He stepped past Chiun and parted the leaves of a eucalyptus. He waited there for a moment, seeing the elements of the picture in front of him, but not understanding. And then he understood, and wished he didn't.

On the far bank of the river, beneath the overhanging branch of a tree, swung the body of Sebastian Birdsong. A handmade hemp rope was twisted around his neck. Birdsong's eyes were bulging with black swarms of flies. His bare feet just touched the surface of the river, parting it into two rippling V's. On the rocks and mud of the riverbank were scattered the white flowers Birdsong had picked.

Standing next to the body, propped on three flat stones piled to make a step, was a boy. He was young, no more than twelve years old, with the black, coarse hair and brown skin of the Guatemalan.
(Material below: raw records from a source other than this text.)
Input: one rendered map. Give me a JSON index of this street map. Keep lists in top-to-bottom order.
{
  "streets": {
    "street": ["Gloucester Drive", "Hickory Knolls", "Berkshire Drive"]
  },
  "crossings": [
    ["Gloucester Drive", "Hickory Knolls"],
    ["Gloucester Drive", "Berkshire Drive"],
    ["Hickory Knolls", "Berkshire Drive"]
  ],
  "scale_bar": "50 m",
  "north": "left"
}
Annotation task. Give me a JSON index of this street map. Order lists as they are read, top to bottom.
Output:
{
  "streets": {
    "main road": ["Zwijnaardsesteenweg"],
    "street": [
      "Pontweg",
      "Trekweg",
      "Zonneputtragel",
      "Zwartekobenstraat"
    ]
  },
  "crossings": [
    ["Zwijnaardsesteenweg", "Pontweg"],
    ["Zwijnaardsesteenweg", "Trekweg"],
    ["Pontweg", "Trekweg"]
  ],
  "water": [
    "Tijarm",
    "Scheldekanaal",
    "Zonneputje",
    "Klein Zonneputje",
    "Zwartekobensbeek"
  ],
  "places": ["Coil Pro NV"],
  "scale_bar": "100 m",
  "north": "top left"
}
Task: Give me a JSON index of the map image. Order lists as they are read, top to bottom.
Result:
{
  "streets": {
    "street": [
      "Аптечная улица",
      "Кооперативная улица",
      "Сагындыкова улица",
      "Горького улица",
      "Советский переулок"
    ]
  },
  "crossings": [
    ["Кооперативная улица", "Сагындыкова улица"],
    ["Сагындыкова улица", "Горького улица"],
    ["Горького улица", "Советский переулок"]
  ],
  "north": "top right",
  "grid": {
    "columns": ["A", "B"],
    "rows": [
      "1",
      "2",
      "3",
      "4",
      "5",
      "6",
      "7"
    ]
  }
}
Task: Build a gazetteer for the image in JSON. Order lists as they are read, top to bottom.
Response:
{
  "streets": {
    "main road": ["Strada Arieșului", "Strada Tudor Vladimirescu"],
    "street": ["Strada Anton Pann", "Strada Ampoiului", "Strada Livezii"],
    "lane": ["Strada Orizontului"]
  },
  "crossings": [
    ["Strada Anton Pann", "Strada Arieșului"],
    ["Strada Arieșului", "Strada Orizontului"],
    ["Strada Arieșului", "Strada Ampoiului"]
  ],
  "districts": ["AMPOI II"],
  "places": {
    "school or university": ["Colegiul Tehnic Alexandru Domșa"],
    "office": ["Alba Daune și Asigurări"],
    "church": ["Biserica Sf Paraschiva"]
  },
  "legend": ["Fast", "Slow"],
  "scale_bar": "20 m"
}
He wore only a small cloth between his legs. On his left knee was a gray rag bandage. Birdsong's kid, Remo thought. His one convert.

The boy held a thick knife in his hands. With one hand he steadied the rope supporting Birdsong's body, while he sawed at it with the other. He stopped when Remo and Chiun walked out onto the riverbank. For a moment, his knife hand came in close to his chest, waiting for the two strangers to attack. But they waited, watching, not moving.

After a few moments, his eyes never leaving the silent figures of Remo and Chiun, the boy raised his hands to the rope again.

?Chapter Four

They didn't venture near the boy. Instead, Remo dug a deep grave in the soft earth beside the river bank, opposite where the boy stood cutting down the old man's body. When the boy finished and Birdsong's remains lay in the shallows of the water, he looked for a moment to the two strange men on the far side of the river. One was white, like Father Sebastian. He was younger than the white priest, taller, thinner, yet he carried a weight in him that the white Father had not possessed. Something deep within his eyes, a strength.

The old man had the strength, too, even though he looked to be very old, older than the boy had ever imagined a man could become. In the hills where he had lived with his parents, no one grew to be old. The fever took them, or the spirits of the evil ones. Or the Lost Tribes. They had taken many.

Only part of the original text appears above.